[Opening Exercise data section]

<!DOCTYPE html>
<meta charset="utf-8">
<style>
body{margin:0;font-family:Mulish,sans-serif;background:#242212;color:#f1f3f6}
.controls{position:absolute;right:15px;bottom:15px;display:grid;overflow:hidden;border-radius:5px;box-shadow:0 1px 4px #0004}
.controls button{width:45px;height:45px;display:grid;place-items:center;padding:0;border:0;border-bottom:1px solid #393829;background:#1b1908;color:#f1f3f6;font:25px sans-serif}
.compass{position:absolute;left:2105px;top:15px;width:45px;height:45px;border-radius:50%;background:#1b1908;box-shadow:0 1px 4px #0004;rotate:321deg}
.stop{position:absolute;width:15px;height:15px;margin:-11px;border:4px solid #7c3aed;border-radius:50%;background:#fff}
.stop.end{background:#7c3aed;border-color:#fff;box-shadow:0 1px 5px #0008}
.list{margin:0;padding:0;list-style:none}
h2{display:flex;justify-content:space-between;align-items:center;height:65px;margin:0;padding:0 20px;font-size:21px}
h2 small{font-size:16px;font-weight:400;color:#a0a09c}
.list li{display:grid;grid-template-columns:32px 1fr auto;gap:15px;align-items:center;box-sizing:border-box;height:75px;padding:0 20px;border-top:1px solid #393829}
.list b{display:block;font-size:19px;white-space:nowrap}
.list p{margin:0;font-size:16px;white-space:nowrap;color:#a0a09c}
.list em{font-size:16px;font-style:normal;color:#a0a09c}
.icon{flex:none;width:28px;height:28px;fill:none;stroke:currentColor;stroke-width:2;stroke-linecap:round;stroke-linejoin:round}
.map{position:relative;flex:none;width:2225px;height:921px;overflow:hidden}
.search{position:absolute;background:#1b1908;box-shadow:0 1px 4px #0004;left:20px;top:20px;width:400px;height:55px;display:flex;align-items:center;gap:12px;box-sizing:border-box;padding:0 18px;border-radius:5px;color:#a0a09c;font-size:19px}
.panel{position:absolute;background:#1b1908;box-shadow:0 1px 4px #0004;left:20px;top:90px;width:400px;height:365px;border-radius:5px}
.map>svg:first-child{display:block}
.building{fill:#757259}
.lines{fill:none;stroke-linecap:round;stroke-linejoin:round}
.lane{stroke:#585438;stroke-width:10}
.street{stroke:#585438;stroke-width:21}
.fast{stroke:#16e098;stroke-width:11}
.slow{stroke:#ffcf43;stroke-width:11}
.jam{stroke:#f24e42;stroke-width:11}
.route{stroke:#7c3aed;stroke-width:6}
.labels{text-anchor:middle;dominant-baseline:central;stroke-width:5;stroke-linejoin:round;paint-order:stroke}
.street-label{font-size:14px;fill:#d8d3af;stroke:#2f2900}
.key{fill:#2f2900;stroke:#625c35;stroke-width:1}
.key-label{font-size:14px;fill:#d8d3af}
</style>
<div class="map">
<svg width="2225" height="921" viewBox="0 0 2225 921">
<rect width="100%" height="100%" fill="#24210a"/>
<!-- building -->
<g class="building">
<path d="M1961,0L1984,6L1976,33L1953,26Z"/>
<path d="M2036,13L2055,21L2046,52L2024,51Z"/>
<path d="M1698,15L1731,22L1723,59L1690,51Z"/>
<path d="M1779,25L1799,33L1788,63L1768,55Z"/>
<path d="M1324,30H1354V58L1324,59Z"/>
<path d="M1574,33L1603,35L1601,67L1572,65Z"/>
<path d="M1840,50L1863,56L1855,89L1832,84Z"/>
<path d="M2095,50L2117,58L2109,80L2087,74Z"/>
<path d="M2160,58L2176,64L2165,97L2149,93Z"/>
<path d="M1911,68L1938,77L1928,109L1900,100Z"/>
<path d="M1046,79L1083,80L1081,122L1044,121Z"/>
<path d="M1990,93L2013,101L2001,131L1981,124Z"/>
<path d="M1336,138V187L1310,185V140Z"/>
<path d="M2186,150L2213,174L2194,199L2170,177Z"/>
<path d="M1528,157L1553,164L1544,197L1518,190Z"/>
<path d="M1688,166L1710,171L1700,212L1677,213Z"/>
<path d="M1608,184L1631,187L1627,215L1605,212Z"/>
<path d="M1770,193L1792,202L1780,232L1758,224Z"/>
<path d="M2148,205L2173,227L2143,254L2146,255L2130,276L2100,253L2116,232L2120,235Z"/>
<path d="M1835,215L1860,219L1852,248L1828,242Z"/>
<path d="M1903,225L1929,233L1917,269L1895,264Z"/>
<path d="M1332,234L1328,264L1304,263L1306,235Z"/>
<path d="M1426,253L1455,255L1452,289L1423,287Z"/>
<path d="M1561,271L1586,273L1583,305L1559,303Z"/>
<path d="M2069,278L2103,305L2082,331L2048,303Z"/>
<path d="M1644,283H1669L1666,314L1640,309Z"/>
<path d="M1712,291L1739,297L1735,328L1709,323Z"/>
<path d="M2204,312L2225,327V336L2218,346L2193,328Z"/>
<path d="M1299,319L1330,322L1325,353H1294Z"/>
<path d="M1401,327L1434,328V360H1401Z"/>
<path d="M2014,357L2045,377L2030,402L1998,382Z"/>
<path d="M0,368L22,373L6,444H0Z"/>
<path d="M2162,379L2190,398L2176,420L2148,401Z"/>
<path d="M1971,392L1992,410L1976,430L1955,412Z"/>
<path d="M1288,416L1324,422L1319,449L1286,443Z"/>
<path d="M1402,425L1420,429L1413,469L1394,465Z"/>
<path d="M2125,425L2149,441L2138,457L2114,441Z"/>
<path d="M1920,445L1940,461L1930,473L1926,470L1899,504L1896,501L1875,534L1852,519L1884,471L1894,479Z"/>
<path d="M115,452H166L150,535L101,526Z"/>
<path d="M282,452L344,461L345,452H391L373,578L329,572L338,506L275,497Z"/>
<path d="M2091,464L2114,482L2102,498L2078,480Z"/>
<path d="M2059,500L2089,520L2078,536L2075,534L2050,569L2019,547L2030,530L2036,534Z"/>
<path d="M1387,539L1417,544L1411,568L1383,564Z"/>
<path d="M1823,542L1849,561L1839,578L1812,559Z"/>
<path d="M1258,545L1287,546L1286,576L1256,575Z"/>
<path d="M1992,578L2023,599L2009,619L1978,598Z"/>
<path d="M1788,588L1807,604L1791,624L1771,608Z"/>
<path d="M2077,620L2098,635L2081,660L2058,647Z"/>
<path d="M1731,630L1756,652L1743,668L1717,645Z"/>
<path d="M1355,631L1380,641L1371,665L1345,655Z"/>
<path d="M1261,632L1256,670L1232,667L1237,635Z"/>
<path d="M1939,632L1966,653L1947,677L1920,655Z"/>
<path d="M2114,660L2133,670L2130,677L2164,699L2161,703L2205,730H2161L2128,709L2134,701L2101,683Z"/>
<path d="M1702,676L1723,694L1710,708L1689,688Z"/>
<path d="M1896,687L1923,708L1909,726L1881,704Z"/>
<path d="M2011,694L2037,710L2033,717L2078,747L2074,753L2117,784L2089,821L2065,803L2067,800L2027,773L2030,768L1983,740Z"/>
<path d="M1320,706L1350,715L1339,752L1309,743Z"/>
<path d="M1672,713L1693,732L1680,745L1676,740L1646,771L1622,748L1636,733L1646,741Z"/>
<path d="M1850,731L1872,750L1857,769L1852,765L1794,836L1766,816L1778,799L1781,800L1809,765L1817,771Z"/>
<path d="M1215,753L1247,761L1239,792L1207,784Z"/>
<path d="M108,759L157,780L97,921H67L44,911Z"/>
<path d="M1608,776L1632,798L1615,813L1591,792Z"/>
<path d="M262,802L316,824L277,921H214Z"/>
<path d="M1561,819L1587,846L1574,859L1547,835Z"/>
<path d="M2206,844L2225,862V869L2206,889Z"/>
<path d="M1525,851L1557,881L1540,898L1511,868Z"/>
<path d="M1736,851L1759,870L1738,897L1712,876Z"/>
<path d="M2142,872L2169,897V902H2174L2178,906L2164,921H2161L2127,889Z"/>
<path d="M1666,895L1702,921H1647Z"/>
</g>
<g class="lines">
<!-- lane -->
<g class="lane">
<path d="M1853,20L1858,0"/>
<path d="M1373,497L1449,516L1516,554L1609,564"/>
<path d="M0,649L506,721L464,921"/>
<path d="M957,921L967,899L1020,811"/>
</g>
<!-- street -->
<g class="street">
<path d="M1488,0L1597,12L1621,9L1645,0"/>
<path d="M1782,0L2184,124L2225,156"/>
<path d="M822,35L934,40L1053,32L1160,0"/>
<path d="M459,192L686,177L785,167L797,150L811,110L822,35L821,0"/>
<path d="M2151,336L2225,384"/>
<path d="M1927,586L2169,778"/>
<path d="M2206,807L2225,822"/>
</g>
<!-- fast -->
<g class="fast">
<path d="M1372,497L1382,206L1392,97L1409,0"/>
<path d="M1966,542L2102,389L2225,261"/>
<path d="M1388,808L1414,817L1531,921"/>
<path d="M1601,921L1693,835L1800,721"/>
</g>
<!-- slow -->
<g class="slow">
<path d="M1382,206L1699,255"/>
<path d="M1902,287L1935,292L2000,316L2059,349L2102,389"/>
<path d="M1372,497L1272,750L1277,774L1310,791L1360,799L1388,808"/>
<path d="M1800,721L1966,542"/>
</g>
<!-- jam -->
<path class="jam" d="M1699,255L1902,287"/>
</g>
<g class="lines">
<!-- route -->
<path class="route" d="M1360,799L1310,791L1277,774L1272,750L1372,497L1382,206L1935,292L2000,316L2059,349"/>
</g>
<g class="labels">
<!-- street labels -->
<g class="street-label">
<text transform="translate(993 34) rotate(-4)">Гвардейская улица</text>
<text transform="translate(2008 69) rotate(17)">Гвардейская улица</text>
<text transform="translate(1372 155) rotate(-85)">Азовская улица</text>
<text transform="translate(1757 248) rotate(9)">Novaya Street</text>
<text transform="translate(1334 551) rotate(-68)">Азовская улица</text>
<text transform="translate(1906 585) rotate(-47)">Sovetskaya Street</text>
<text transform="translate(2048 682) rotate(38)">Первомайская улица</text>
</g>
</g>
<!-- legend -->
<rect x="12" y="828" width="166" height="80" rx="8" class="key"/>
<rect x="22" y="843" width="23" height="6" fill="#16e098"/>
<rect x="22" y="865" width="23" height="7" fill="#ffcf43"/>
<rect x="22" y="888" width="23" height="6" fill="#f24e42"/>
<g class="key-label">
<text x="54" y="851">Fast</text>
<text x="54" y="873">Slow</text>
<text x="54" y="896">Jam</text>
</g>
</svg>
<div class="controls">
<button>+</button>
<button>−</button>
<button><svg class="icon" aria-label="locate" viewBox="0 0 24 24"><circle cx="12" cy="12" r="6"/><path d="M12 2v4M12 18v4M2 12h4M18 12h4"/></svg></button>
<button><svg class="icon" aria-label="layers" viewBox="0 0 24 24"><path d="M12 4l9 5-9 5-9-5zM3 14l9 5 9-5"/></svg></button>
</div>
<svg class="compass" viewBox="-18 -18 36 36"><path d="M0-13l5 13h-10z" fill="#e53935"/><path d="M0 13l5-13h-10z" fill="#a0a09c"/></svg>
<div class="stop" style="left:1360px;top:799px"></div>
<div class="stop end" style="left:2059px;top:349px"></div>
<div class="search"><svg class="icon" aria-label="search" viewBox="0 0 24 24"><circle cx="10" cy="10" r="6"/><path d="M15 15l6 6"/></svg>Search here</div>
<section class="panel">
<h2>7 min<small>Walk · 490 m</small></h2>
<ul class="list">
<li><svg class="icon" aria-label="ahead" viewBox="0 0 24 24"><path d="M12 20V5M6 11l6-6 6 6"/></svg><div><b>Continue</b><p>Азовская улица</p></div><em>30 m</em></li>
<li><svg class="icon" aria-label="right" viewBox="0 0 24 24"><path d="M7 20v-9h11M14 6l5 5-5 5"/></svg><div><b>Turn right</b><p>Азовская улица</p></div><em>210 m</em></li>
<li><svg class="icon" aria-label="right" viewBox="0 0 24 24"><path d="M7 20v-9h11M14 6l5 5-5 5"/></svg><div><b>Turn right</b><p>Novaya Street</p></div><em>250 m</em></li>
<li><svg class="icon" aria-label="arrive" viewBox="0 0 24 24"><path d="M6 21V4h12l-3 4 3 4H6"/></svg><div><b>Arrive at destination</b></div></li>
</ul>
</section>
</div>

[Closing Exercise data section]

▶ [What is being asked]
The expected output is one number: how many lines of the data above hold the string "left".

▶ [Result of this exercise]
5